Objectives Previous studies have found the association between rs10865331 in 2p15 area and ankylosing spondylitis (AS). This study aimed to identify additional functional genetic variants in 2p15 region associated with AS susceptibility. Methods We used next generation sequencing (NGS) in 100 AS cases and 100 healthy controls to screen AS susceptible genetic variants, and validated these variants in 620 cases and 620 controls by using imLDRTM technique for single nucleotide polymorphism (SNP) genotyping. Results Totally, we identified 12 SNPs that might confer susceptibility to AS. Of those SNPs, three (rs14170, rs2123111 and rs1729674) were nominally associated (P<0.05) with AS, but were no longer statistically significant after Bonferroni correction. After stratified by gender, another two SNPs (rs11428092 and rs10208769 in USP34) were associated with AS in males but not females, though this was not statistically significant after Bonferroni correction. In addition, rs1729674, rs14170, rs2123111 and rs10208769 were in strong linkage disequilibrium (LD) and were further enrolled in haplotype analysis. A novel haplotype TAGA was found to be associated with a decreased risk of AS (odds ratio (OR) (95% confidence interval (CI)) = 0.832 (0.705–0.982)). Beyond that, we also demonstrated a strong relationship between rs10865331 and AS susceptibility (OR (95% CI) = 1.303(1.111–1.526)). Conclusions rs14170 and rs2123111 inUSP34 and rs1729674 in C2orf74 may be associated with AS susceptibility in Han Chinese population. USP34 and C2orf74 in 2p15 region may be AS novel susceptibility genes.

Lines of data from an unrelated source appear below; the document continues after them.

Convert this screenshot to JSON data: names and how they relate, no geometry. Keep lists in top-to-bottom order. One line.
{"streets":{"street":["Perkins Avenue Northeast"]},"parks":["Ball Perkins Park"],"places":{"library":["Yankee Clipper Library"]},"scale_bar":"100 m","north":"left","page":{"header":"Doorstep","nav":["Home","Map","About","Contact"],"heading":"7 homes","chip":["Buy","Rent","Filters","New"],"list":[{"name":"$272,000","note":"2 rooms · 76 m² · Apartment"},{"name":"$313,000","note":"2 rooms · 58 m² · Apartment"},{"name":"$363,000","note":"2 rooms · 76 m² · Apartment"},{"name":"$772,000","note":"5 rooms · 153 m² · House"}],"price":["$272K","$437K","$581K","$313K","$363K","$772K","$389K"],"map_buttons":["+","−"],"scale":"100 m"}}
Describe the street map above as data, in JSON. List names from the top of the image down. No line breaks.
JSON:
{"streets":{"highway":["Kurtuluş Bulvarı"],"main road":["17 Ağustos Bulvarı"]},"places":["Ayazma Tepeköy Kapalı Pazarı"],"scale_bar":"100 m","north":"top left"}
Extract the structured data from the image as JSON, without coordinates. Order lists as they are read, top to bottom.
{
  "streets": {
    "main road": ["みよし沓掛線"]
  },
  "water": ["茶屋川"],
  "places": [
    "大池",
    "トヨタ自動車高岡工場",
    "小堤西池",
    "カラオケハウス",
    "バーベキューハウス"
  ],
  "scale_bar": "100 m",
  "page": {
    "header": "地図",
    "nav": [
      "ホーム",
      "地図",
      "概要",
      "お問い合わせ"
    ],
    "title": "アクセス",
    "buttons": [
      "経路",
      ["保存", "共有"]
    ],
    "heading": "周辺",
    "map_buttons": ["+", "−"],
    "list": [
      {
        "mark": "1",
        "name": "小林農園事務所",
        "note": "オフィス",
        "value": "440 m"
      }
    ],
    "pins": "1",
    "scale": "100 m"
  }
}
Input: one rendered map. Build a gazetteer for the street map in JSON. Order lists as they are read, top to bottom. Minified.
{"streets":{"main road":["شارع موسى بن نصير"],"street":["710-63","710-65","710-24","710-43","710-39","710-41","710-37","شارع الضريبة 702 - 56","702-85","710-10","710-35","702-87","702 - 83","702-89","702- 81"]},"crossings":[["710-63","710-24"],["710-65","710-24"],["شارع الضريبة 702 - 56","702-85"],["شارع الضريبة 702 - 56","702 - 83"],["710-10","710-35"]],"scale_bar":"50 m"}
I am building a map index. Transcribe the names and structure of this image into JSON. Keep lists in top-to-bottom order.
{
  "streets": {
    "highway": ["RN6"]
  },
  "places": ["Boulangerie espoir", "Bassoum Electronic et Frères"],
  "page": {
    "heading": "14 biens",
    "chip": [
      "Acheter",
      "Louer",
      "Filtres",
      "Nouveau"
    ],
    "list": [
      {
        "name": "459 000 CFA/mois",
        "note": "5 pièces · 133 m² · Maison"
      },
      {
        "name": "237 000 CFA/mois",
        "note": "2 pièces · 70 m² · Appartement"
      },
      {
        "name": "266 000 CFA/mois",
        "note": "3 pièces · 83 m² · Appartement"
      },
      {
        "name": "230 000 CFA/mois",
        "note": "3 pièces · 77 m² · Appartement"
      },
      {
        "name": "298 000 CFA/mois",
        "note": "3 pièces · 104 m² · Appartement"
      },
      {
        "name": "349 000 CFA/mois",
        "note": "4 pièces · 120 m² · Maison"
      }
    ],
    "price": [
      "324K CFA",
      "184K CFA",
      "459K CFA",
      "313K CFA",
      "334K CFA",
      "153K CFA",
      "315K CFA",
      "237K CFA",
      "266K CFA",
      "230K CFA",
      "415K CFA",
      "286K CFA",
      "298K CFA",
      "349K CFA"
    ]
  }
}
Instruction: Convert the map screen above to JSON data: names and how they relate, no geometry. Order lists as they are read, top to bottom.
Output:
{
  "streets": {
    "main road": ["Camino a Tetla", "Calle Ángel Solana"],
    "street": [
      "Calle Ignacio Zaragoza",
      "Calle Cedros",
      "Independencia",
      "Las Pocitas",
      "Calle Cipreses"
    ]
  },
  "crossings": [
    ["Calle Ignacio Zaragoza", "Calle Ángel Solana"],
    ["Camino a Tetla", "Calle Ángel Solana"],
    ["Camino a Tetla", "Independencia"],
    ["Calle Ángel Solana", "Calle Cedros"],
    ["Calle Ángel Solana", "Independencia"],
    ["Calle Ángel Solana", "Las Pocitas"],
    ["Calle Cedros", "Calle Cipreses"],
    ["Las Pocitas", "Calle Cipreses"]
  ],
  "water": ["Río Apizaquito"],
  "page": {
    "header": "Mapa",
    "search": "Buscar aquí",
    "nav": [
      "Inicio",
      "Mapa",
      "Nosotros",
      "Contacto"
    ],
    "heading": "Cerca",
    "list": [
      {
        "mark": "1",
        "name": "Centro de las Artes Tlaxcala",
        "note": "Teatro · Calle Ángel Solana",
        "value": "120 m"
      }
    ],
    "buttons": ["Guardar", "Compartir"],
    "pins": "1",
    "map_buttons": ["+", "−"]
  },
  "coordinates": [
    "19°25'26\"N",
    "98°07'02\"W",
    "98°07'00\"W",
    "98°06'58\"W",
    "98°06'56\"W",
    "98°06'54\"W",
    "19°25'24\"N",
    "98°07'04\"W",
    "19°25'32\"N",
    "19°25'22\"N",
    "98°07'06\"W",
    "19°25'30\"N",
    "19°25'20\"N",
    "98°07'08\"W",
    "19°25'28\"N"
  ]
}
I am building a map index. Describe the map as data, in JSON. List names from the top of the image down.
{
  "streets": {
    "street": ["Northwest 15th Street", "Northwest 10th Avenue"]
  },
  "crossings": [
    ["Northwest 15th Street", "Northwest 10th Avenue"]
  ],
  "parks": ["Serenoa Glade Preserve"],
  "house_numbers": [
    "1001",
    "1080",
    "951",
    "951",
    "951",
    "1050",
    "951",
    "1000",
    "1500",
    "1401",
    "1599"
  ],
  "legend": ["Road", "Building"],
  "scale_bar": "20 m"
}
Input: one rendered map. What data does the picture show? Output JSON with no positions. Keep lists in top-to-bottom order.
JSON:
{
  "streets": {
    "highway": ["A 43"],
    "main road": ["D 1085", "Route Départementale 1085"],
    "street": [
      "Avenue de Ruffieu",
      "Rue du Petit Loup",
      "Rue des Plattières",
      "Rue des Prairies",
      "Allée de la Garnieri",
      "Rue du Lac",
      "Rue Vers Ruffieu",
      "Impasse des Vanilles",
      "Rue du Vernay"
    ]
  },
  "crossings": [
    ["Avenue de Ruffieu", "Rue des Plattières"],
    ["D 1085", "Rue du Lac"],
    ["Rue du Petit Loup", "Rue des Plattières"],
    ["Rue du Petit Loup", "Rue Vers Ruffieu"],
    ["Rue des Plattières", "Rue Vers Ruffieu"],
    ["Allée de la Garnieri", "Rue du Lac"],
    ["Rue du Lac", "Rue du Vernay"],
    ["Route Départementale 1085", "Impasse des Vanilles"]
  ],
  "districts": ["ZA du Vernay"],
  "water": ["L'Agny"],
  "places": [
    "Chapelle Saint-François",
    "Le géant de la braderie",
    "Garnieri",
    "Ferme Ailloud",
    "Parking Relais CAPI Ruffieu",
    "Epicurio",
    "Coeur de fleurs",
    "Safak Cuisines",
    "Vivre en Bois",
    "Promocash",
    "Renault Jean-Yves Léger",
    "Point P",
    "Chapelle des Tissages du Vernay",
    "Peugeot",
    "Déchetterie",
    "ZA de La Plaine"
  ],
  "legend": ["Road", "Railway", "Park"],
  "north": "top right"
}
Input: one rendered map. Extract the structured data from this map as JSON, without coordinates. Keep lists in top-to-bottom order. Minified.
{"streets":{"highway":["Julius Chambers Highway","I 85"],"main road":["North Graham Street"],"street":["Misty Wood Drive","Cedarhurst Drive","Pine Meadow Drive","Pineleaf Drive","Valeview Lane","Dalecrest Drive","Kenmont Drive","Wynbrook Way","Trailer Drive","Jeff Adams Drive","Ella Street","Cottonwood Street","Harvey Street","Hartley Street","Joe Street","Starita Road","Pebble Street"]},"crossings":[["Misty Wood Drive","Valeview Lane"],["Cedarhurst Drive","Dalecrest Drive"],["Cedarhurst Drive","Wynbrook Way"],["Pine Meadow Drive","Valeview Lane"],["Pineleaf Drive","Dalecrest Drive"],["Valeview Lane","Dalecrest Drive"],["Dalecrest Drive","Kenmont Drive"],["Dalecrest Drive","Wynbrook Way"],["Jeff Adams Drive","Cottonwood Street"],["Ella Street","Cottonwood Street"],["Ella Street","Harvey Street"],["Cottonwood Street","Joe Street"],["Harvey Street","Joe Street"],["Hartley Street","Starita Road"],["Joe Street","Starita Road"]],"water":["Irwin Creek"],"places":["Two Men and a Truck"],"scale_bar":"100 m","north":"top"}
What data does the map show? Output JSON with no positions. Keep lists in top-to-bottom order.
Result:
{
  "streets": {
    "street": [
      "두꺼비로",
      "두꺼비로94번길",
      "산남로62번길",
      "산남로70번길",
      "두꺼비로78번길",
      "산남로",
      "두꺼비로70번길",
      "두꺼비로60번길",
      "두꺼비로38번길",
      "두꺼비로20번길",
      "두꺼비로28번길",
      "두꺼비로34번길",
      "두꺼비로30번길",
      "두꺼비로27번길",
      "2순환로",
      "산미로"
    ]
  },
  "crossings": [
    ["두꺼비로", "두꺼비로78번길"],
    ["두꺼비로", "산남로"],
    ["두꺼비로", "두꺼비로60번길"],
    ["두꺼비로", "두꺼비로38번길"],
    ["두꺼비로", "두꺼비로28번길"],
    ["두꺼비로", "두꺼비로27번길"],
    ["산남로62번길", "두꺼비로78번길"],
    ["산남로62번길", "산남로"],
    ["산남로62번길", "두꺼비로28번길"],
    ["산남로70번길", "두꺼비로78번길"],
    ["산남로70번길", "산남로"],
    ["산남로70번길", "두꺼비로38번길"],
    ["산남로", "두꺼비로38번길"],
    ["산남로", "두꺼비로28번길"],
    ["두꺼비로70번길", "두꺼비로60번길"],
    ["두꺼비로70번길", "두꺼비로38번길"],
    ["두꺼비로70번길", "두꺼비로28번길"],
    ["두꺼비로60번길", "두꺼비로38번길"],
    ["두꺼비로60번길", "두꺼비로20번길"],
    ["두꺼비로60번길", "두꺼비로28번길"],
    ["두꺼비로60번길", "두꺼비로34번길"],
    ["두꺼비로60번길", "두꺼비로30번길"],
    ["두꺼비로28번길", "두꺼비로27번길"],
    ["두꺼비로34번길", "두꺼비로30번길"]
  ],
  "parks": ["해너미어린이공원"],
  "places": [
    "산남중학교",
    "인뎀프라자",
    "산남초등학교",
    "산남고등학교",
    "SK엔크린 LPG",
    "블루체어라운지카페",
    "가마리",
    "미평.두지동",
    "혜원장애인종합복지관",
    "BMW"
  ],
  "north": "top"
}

研究目的 既往研究已发现2p15区域rs10865331与强直性脊柱炎（ankylosing spondylitis, AS）存在关联。本研究旨在筛选2p15区域内与强直性脊柱炎易感性相关的其他功能性遗传变异。 研究方法 本研究纳入100例强直性脊柱炎患者与100例健康对照，采用下一代测序（next generation sequencing, NGS）技术筛选强直性脊柱炎易感遗传变异；随后在620例患者及620例健康对照中，采用imLDR™技术进行单核苷酸多态性（single nucleotide polymorphism, SNP）基因分型，以验证筛选出的变异位点。 研究结果 本研究共筛选出12个可能与强直性脊柱炎易感性相关的单核苷酸多态性位点。其中3个位点（rs14170、rs2123111及rs1729674）与强直性脊柱炎呈名义关联（P<0.05），但经邦费罗尼校正后，该关联不再具有统计学意义。按性别分层分析后，另2个位于USP34基因的位点（rs11428092与rs10208769）在男性群体中与强直性脊柱炎存在关联，而女性群体中未观察到该关联，不过经邦费罗尼校正后该关联亦无统计学显著性。此外，rs1729674、rs14170、rs2123111及rs10208769存在较强的连锁不平衡（linkage disequilibrium, LD），遂进一步纳入单体型分析。研究发现新型单体型TAGA与强直性脊柱炎发病风险降低相关（比值比（odds ratio, OR）（95%置信区间（confidence interval, CI））=0.832（0.705~0.982））。除此之外，本研究还证实rs10865331与强直性脊柱炎易感性存在显著关联（OR（95% CI）=1.303（1.111~1.526））。 研究结论 位于USP34基因的rs14170、rs2123111及位于C2orf74基因的rs1729674，可能与汉族人群强直性脊柱炎易感性相关。2p15区域的USP34与C2orf74基因可能为强直性脊柱炎新型易感基因。